The Dodge Challenger is the name of three different generations of automobiles marketed by the Dodge division of Chrysler. The Dodge Silver Challenger was produced in 1959. From 1970 to 1974, the first-generation Dodge Challenger pony car was built using the Chrysler E platform, sharing major components with the Plymouth Barracuda. The second generation, from 1978 to 1983, was a badge engineered Mitsubishi Galant Lambda. The third, and current, generation was introduced in 2008 as a rival to the evolved fifth-generation Ford Mustang and the reintroduced fifth-generation Chevrolet Camaro.
Four hardtop models were offered: Challenger Six, Challenger V8, Challenger T/A (1970 only), and Challenger R/T with a convertible version available only in 1970 and 1971. Although there were no factory-built convertibles for 1971, the R/T continued as a model with the hardtop body-style.

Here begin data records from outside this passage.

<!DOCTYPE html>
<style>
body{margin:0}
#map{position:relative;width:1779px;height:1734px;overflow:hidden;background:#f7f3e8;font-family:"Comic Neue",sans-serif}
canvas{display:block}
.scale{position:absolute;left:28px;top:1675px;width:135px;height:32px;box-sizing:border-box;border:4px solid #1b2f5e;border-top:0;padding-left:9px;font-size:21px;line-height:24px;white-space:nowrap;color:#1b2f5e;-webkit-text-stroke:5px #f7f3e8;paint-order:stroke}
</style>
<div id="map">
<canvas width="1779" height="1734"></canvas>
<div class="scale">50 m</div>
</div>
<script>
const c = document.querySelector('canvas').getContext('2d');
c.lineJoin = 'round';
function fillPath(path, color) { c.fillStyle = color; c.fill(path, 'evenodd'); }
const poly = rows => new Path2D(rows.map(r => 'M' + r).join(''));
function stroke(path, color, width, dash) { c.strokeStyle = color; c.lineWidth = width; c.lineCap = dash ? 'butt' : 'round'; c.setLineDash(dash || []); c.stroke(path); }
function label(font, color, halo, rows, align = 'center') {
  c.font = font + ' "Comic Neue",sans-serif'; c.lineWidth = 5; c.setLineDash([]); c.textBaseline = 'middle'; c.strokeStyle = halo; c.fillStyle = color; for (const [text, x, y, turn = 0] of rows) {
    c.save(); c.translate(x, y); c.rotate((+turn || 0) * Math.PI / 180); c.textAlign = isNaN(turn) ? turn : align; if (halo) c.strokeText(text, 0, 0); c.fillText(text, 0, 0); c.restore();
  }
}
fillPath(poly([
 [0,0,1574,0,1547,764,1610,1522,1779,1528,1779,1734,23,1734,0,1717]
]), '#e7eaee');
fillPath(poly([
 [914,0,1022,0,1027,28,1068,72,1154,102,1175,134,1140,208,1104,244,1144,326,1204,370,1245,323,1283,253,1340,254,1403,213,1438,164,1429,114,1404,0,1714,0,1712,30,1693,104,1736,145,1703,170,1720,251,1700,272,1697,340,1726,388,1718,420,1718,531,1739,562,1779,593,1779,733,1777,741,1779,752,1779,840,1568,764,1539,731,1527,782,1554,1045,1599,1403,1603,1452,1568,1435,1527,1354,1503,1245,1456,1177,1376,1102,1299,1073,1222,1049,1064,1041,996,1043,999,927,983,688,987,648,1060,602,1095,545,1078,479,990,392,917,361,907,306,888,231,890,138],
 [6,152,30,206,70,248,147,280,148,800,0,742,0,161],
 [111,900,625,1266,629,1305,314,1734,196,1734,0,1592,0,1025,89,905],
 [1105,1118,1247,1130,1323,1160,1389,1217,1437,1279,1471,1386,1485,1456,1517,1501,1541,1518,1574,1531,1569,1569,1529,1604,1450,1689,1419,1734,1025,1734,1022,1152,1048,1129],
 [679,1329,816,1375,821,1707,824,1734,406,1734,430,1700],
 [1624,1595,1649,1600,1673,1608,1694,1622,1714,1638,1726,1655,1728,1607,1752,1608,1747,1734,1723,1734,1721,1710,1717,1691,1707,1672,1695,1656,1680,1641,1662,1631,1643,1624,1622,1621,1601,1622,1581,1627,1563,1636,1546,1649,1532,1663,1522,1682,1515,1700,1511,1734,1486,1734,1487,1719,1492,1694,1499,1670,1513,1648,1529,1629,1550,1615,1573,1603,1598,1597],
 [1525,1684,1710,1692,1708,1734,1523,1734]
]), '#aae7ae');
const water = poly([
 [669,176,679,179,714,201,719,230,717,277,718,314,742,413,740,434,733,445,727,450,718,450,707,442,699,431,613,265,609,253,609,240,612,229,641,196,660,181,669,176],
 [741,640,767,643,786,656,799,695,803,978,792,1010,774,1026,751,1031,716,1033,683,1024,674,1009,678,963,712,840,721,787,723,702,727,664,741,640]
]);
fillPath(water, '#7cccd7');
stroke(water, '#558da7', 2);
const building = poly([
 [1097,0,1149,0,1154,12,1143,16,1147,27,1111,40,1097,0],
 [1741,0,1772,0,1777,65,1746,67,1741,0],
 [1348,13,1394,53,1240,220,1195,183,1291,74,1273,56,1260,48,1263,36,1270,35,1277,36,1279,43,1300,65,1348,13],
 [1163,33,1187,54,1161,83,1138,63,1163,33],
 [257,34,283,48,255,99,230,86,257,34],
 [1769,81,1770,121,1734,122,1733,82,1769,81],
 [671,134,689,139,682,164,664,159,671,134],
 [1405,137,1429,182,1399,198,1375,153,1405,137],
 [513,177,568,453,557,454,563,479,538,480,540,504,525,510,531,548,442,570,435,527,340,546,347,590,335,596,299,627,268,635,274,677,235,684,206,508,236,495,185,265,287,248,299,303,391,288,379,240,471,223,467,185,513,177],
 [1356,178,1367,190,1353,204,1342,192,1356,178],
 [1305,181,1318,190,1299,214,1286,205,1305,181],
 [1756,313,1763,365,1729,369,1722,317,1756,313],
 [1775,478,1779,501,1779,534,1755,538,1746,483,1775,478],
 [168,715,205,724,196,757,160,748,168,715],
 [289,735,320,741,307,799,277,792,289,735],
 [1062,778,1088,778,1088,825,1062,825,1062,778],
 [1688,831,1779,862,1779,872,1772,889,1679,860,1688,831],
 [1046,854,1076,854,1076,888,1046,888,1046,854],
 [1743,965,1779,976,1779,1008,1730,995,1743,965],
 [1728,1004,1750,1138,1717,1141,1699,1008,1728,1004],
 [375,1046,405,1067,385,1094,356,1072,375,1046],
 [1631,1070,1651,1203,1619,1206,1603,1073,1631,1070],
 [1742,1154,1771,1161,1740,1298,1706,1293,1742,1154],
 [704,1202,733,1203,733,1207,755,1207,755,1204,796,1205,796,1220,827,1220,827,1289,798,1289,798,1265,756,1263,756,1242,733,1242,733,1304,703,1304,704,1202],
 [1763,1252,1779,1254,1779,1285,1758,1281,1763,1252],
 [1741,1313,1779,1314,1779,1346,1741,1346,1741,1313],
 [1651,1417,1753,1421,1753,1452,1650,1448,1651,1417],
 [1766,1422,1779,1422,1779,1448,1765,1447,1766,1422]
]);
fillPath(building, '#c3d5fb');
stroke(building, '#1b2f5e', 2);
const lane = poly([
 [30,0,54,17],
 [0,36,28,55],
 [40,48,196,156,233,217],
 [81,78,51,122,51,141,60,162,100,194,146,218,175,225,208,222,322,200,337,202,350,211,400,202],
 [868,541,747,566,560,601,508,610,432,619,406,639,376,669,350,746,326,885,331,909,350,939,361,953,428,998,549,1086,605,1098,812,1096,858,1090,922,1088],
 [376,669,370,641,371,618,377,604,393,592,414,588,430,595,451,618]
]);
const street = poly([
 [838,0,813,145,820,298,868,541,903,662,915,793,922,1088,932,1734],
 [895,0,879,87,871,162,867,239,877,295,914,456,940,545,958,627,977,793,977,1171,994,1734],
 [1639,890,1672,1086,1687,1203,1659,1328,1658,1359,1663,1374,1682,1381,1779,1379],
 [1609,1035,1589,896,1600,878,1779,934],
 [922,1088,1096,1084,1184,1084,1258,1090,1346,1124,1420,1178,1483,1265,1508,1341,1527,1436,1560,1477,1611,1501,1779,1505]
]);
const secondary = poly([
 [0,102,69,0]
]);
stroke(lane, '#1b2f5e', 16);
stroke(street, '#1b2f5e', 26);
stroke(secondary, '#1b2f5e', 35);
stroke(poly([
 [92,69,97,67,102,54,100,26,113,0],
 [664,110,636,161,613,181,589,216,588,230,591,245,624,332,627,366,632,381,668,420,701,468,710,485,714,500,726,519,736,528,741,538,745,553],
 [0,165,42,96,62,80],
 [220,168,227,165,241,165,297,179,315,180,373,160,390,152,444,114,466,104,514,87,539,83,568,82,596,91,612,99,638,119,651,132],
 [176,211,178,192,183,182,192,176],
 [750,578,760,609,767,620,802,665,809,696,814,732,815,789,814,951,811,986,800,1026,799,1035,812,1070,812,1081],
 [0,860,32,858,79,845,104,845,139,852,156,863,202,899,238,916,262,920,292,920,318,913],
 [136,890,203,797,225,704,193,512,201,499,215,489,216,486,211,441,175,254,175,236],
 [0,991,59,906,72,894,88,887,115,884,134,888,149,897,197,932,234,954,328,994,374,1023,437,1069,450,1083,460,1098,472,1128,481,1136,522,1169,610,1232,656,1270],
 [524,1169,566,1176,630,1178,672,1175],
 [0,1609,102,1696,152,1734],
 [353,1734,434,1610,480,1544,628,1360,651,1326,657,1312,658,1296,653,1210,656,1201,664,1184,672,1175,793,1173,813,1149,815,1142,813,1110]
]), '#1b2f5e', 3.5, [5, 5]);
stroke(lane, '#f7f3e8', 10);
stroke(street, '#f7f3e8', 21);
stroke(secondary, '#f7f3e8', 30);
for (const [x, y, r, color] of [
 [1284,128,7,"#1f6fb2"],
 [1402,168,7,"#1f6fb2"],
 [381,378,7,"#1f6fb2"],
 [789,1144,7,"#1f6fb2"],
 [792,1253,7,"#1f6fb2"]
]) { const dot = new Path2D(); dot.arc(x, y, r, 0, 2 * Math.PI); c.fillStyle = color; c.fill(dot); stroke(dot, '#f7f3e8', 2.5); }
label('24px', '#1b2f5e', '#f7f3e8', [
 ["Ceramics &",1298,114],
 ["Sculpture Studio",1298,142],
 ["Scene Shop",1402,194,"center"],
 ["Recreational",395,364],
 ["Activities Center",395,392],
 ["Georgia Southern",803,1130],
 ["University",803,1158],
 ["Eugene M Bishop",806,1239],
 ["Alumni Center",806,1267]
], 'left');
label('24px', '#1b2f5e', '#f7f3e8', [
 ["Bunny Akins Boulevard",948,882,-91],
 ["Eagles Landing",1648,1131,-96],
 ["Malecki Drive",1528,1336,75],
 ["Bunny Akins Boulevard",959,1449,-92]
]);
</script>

The performance model was the Challenger R/T (Road/Track), with a 383 CID Magnum V8, rated at 335 bhp (249.8 kW); 300 bhp (223.7 kW) for 1971, due to a drop in compression. Optional R/T engines were the 375 bhp (279.6 kW) 440 cu in (7.2 L) Magnum, the 390 bhp (290.8 kW) 440 CID Six-Pack, and the 425 bhp (316.9 kW) 426 cu in (7.0 L) Hemi. The R/T came with a Rallye instrument cluster that included a 150 mph (240 km/h) speedometer, an 8,000 rpm tachometer, and an oil pressure gauge. The standard transmission was a 3-speed manual, with a 4-speed manual available on all engines.